WORK INSTRUCTIONS
Nothing is to be altered. Print each record in full.

Items listed in a dataset
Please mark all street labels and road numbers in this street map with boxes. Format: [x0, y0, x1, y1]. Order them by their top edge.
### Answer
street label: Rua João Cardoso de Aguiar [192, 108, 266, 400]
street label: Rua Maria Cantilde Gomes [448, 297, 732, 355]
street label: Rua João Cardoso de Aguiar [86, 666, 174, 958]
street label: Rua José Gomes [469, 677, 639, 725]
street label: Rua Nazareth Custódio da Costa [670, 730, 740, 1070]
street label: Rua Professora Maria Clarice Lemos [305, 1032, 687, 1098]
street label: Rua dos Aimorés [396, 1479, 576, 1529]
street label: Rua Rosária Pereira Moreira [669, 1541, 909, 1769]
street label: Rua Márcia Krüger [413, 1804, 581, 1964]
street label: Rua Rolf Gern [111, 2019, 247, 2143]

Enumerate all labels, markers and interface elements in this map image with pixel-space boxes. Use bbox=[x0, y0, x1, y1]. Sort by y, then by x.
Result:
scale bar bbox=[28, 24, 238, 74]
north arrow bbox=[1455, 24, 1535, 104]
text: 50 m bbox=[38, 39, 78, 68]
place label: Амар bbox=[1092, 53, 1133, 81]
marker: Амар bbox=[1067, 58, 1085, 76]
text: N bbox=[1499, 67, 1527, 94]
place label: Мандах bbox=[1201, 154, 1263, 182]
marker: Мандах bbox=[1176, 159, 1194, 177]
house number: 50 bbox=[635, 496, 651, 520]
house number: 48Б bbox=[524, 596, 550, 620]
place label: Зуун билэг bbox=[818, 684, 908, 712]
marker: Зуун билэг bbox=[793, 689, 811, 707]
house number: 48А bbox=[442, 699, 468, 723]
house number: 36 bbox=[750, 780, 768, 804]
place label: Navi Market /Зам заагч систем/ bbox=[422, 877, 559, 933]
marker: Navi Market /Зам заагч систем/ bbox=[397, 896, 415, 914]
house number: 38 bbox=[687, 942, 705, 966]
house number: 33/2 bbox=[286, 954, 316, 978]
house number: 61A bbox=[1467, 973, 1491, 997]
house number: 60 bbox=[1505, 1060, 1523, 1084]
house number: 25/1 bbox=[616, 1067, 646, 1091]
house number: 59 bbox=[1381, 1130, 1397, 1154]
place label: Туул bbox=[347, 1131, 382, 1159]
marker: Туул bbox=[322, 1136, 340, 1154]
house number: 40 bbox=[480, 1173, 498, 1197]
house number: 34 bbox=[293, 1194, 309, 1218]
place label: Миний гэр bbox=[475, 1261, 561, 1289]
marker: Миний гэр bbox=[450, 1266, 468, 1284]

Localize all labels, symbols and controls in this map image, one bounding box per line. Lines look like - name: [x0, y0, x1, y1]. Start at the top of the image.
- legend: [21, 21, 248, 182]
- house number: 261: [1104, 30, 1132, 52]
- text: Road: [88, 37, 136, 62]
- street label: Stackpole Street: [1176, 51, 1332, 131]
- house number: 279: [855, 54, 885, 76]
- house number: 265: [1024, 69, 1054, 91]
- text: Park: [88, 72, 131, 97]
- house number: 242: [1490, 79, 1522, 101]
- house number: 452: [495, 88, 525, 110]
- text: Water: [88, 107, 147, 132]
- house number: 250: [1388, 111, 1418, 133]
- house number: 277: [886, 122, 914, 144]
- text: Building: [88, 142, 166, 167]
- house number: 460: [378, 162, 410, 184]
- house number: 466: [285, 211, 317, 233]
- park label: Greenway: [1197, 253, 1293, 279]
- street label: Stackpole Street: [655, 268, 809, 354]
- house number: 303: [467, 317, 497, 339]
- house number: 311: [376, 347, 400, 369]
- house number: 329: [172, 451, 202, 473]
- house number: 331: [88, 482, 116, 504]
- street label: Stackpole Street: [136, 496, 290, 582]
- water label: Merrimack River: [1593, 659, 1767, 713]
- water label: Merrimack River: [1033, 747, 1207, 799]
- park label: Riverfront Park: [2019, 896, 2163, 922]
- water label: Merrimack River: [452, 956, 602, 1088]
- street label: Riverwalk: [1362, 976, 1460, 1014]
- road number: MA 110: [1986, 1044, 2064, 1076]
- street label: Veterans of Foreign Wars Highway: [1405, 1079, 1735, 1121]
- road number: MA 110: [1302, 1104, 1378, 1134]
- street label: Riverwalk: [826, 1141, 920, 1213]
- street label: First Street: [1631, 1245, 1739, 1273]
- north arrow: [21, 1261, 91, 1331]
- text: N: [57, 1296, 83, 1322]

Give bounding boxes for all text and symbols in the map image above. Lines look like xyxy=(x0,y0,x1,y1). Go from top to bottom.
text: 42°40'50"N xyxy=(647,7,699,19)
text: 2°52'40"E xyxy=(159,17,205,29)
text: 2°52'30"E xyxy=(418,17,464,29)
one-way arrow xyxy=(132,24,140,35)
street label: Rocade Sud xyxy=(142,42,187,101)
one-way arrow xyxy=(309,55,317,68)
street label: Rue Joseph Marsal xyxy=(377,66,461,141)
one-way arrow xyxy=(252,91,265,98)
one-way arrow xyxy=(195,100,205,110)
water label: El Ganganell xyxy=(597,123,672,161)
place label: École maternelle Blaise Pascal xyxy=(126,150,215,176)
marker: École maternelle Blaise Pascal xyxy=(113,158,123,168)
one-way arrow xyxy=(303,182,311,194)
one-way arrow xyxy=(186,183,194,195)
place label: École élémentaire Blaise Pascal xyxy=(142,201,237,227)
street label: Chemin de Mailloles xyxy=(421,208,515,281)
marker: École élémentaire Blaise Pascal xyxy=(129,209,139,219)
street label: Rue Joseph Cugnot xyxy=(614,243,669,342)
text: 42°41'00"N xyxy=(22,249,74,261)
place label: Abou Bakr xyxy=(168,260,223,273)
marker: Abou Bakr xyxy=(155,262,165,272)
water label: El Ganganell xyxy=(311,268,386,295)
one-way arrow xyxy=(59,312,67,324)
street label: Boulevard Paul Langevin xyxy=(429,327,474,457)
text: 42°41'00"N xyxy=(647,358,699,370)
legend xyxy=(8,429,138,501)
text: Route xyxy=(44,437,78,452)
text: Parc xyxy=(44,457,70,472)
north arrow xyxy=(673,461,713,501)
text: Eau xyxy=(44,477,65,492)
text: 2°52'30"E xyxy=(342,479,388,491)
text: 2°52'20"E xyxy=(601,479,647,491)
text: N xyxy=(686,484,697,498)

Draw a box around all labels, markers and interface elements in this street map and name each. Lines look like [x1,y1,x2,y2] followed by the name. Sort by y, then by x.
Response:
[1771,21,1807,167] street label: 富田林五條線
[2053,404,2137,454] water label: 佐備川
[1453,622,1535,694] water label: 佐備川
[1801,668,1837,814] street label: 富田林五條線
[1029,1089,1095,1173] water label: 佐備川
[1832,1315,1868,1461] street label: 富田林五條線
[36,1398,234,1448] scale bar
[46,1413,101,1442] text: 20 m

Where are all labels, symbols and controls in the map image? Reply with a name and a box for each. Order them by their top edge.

THE ANSWER
Please mark all street labels and road numbers in this street map with boxes. Format: [x0, y0, x1, y1]. Order them by their top edge.
### Answer
street label: Rua João Cardoso de Aguiar [192, 108, 266, 400]
street label: Rua Maria Cantilde Gomes [448, 297, 732, 355]
street label: Rua João Cardoso de Aguiar [86, 666, 174, 958]
street label: Rua José Gomes [469, 677, 639, 725]
street label: Rua Nazareth Custódio da Costa [670, 730, 740, 1070]
street label: Rua Professora Maria Clarice Lemos [305, 1032, 687, 1098]
street label: Rua dos Aimorés [396, 1479, 576, 1529]
street label: Rua Rosária Pereira Moreira [669, 1541, 909, 1769]
street label: Rua Márcia Krüger [413, 1804, 581, 1964]
street label: Rua Rolf Gern [111, 2019, 247, 2143]

Enumerate all labels, markers and interface elements in this map image with pixel-space boxes. Use bbox=[x0, y0, x1, y1]. Sort by y, then by x.
Result:
scale bar bbox=[28, 24, 238, 74]
north arrow bbox=[1455, 24, 1535, 104]
text: 50 m bbox=[38, 39, 78, 68]
place label: Амар bbox=[1092, 53, 1133, 81]
marker: Амар bbox=[1067, 58, 1085, 76]
text: N bbox=[1499, 67, 1527, 94]
place label: Мандах bbox=[1201, 154, 1263, 182]
marker: Мандах bbox=[1176, 159, 1194, 177]
house number: 50 bbox=[635, 496, 651, 520]
house number: 48Б bbox=[524, 596, 550, 620]
place label: Зуун билэг bbox=[818, 684, 908, 712]
marker: Зуун билэг bbox=[793, 689, 811, 707]
house number: 48А bbox=[442, 699, 468, 723]
house number: 36 bbox=[750, 780, 768, 804]
place label: Navi Market /Зам заагч систем/ bbox=[422, 877, 559, 933]
marker: Navi Market /Зам заагч систем/ bbox=[397, 896, 415, 914]
house number: 38 bbox=[687, 942, 705, 966]
house number: 33/2 bbox=[286, 954, 316, 978]
house number: 61A bbox=[1467, 973, 1491, 997]
house number: 60 bbox=[1505, 1060, 1523, 1084]
house number: 25/1 bbox=[616, 1067, 646, 1091]
house number: 59 bbox=[1381, 1130, 1397, 1154]
place label: Туул bbox=[347, 1131, 382, 1159]
marker: Туул bbox=[322, 1136, 340, 1154]
house number: 40 bbox=[480, 1173, 498, 1197]
house number: 34 bbox=[293, 1194, 309, 1218]
place label: Миний гэр bbox=[475, 1261, 561, 1289]
marker: Миний гэр bbox=[450, 1266, 468, 1284]

Localize all labels, symbols and controls in this map image, one bounding box per line. Lines look like - name: [x0, y0, x1, y1]. Start at the top of the image.
- legend: [21, 21, 248, 182]
- house number: 261: [1104, 30, 1132, 52]
- text: Road: [88, 37, 136, 62]
- street label: Stackpole Street: [1176, 51, 1332, 131]
- house number: 279: [855, 54, 885, 76]
- house number: 265: [1024, 69, 1054, 91]
- text: Park: [88, 72, 131, 97]
- house number: 242: [1490, 79, 1522, 101]
- house number: 452: [495, 88, 525, 110]
- text: Water: [88, 107, 147, 132]
- house number: 250: [1388, 111, 1418, 133]
- house number: 277: [886, 122, 914, 144]
- text: Building: [88, 142, 166, 167]
- house number: 460: [378, 162, 410, 184]
- house number: 466: [285, 211, 317, 233]
- park label: Greenway: [1197, 253, 1293, 279]
- street label: Stackpole Street: [655, 268, 809, 354]
- house number: 303: [467, 317, 497, 339]
- house number: 311: [376, 347, 400, 369]
- house number: 329: [172, 451, 202, 473]
- house number: 331: [88, 482, 116, 504]
- street label: Stackpole Street: [136, 496, 290, 582]
- water label: Merrimack River: [1593, 659, 1767, 713]
- water label: Merrimack River: [1033, 747, 1207, 799]
- park label: Riverfront Park: [2019, 896, 2163, 922]
- water label: Merrimack River: [452, 956, 602, 1088]
- street label: Riverwalk: [1362, 976, 1460, 1014]
- road number: MA 110: [1986, 1044, 2064, 1076]
- street label: Veterans of Foreign Wars Highway: [1405, 1079, 1735, 1121]
- road number: MA 110: [1302, 1104, 1378, 1134]
- street label: Riverwalk: [826, 1141, 920, 1213]
- street label: First Street: [1631, 1245, 1739, 1273]
- north arrow: [21, 1261, 91, 1331]
- text: N: [57, 1296, 83, 1322]

Give bounding boxes for all text and symbols in the map image above. Lines look like xyxy=(x0,y0,x1,y1). Go from top to bottom.
text: 42°40'50"N xyxy=(647,7,699,19)
text: 2°52'40"E xyxy=(159,17,205,29)
text: 2°52'30"E xyxy=(418,17,464,29)
one-way arrow xyxy=(132,24,140,35)
street label: Rocade Sud xyxy=(142,42,187,101)
one-way arrow xyxy=(309,55,317,68)
street label: Rue Joseph Marsal xyxy=(377,66,461,141)
one-way arrow xyxy=(252,91,265,98)
one-way arrow xyxy=(195,100,205,110)
water label: El Ganganell xyxy=(597,123,672,161)
place label: École maternelle Blaise Pascal xyxy=(126,150,215,176)
marker: École maternelle Blaise Pascal xyxy=(113,158,123,168)
one-way arrow xyxy=(303,182,311,194)
one-way arrow xyxy=(186,183,194,195)
place label: École élémentaire Blaise Pascal xyxy=(142,201,237,227)
street label: Chemin de Mailloles xyxy=(421,208,515,281)
marker: École élémentaire Blaise Pascal xyxy=(129,209,139,219)
street label: Rue Joseph Cugnot xyxy=(614,243,669,342)
text: 42°41'00"N xyxy=(22,249,74,261)
place label: Abou Bakr xyxy=(168,260,223,273)
marker: Abou Bakr xyxy=(155,262,165,272)
water label: El Ganganell xyxy=(311,268,386,295)
one-way arrow xyxy=(59,312,67,324)
street label: Boulevard Paul Langevin xyxy=(429,327,474,457)
text: 42°41'00"N xyxy=(647,358,699,370)
legend xyxy=(8,429,138,501)
text: Route xyxy=(44,437,78,452)
text: Parc xyxy=(44,457,70,472)
north arrow xyxy=(673,461,713,501)
text: Eau xyxy=(44,477,65,492)
text: 2°52'30"E xyxy=(342,479,388,491)
text: 2°52'20"E xyxy=(601,479,647,491)
text: N xyxy=(686,484,697,498)

Draw a box around all labels, markers and interface elements in this street map and name each. Lines look like [x1,y1,x2,y2] followed by the name. Sort by y, then by x.
Response:
[1771,21,1807,167] street label: 富田林五條線
[2053,404,2137,454] water label: 佐備川
[1453,622,1535,694] water label: 佐備川
[1801,668,1837,814] street label: 富田林五條線
[1029,1089,1095,1173] water label: 佐備川
[1832,1315,1868,1461] street label: 富田林五條線
[36,1398,234,1448] scale bar
[46,1413,101,1442] text: 20 m

Where are all labels, symbols and controls in the map image? Reply with a name and a box for each. Order them by their top edge.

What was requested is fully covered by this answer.